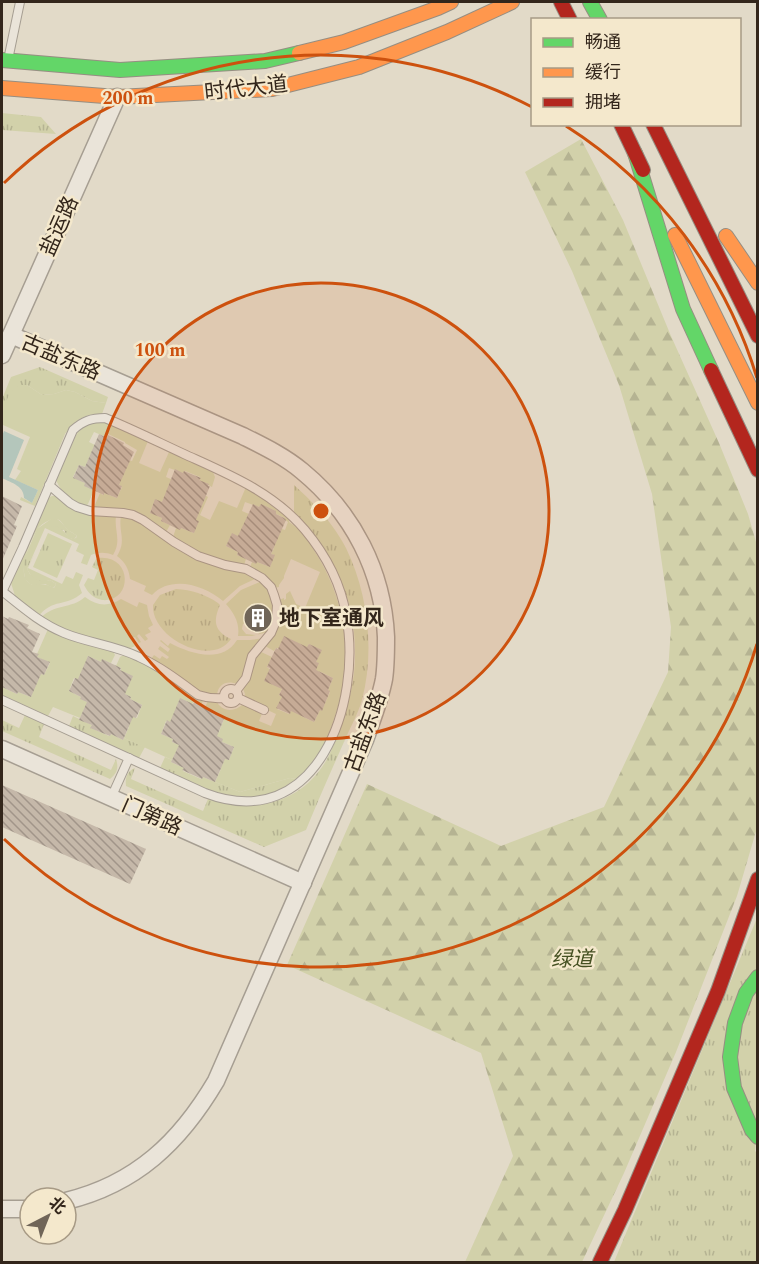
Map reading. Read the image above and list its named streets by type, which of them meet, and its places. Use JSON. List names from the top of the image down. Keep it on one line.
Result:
{"streets":{"main road":["时代大道"],"street":["盐运路","古盐东路","门第路"]},"crossings":[["时代大道","盐运路"],["盐运路","古盐东路"],["古盐东路","门第路"]],"parks":["绿道"],"places":{"building":["地下室通风"]},"legend":["畅通","缓行","拥堵"],"north":"top right","rings":["200 m","100 m"]}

Exercise objective
Print the material above once more, exactly, minus the pictures.

Result
Map reading. Read the image above and list its named streets by type, which of them meet, and its places. Use JSON. List names from the top of the image down. Keep it on one line.
Result:
{"streets":{"main road":["时代大道"],"street":["盐运路","古盐东路","门第路"]},"crossings":[["时代大道","盐运路"],["盐运路","古盐东路"],["古盐东路","门第路"]],"parks":["绿道"],"places":{"building":["地下室通风"]},"legend":["畅通","缓行","拥堵"],"north":"top right","rings":["200 m","100 m"]}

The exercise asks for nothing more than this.